* [WHAT YOU NEED TO DO]: Retype every line of the data, keeping each word exactly.

* [GIVEN RECORDS]:
____________________

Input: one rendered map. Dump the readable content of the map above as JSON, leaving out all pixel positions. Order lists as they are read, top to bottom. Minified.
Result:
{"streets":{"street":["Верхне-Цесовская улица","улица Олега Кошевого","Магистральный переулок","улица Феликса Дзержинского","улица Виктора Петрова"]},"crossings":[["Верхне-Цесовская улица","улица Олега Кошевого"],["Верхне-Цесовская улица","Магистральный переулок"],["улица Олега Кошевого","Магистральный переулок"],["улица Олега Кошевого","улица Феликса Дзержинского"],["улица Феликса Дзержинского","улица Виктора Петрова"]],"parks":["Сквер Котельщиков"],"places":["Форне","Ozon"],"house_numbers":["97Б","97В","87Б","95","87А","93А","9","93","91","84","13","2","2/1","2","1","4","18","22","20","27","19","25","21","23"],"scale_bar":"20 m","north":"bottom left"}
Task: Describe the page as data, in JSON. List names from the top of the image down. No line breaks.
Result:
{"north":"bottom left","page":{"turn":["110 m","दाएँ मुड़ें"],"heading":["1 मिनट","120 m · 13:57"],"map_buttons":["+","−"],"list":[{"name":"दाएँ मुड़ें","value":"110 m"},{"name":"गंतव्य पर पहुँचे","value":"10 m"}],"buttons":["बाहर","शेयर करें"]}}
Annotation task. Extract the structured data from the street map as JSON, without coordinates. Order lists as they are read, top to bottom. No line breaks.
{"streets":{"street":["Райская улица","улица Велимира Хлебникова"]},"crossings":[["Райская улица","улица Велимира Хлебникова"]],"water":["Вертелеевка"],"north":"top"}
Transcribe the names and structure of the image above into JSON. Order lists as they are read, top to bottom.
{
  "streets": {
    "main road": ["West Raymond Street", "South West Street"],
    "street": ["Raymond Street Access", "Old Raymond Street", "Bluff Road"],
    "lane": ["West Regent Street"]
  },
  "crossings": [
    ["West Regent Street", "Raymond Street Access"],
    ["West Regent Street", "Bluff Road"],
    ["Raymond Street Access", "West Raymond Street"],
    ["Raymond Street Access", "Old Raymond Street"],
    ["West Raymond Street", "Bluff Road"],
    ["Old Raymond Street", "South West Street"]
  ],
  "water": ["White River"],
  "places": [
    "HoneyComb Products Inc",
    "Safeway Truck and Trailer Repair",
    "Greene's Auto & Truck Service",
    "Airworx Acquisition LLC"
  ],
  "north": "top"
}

____________________

* [YOUR RESPONSE]:
Input: one rendered map. Dump the readable content of the map above as JSON, leaving out all pixel positions. Order lists as they are read, top to bottom. Minified.
Result:
{"streets":{"street":["Верхне-Цесовская улица","улица Олега Кошевого","Магистральный переулок","улица Феликса Дзержинского","улица Виктора Петрова"]},"crossings":[["Верхне-Цесовская улица","улица Олега Кошевого"],["Верхне-Цесовская улица","Магистральный переулок"],["улица Олега Кошевого","Магистральный переулок"],["улица Олега Кошевого","улица Феликса Дзержинского"],["улица Феликса Дзержинского","улица Виктора Петрова"]],"parks":["Сквер Котельщиков"],"places":["Форне","Ozon"],"house_numbers":["97Б","97В","87Б","95","87А","93А","9","93","91","84","13","2","2/1","2","1","4","18","22","20","27","19","25","21","23"],"scale_bar":"20 m","north":"bottom left"}
Task: Describe the page as data, in JSON. List names from the top of the image down. No line breaks.
Result:
{"north":"bottom left","page":{"turn":["110 m","दाएँ मुड़ें"],"heading":["1 मिनट","120 m · 13:57"],"map_buttons":["+","−"],"list":[{"name":"दाएँ मुड़ें","value":"110 m"},{"name":"गंतव्य पर पहुँचे","value":"10 m"}],"buttons":["बाहर","शेयर करें"]}}
Annotation task. Extract the structured data from the street map as JSON, without coordinates. Order lists as they are read, top to bottom. No line breaks.
{"streets":{"street":["Райская улица","улица Велимира Хлебникова"]},"crossings":[["Райская улица","улица Велимира Хлебникова"]],"water":["Вертелеевка"],"north":"top"}
Transcribe the names and structure of the image above into JSON. Order lists as they are read, top to bottom.
{
  "streets": {
    "main road": ["West Raymond Street", "South West Street"],
    "street": ["Raymond Street Access", "Old Raymond Street", "Bluff Road"],
    "lane": ["West Regent Street"]
  },
  "crossings": [
    ["West Regent Street", "Raymond Street Access"],
    ["West Regent Street", "Bluff Road"],
    ["Raymond Street Access", "West Raymond Street"],
    ["Raymond Street Access", "Old Raymond Street"],
    ["West Raymond Street", "Bluff Road"],
    ["Old Raymond Street", "South West Street"]
  ],
  "water": ["White River"],
  "places": [
    "HoneyComb Products Inc",
    "Safeway Truck and Trailer Repair",
    "Greene's Auto & Truck Service",
    "Airworx Acquisition LLC"
  ],
  "north": "top"
}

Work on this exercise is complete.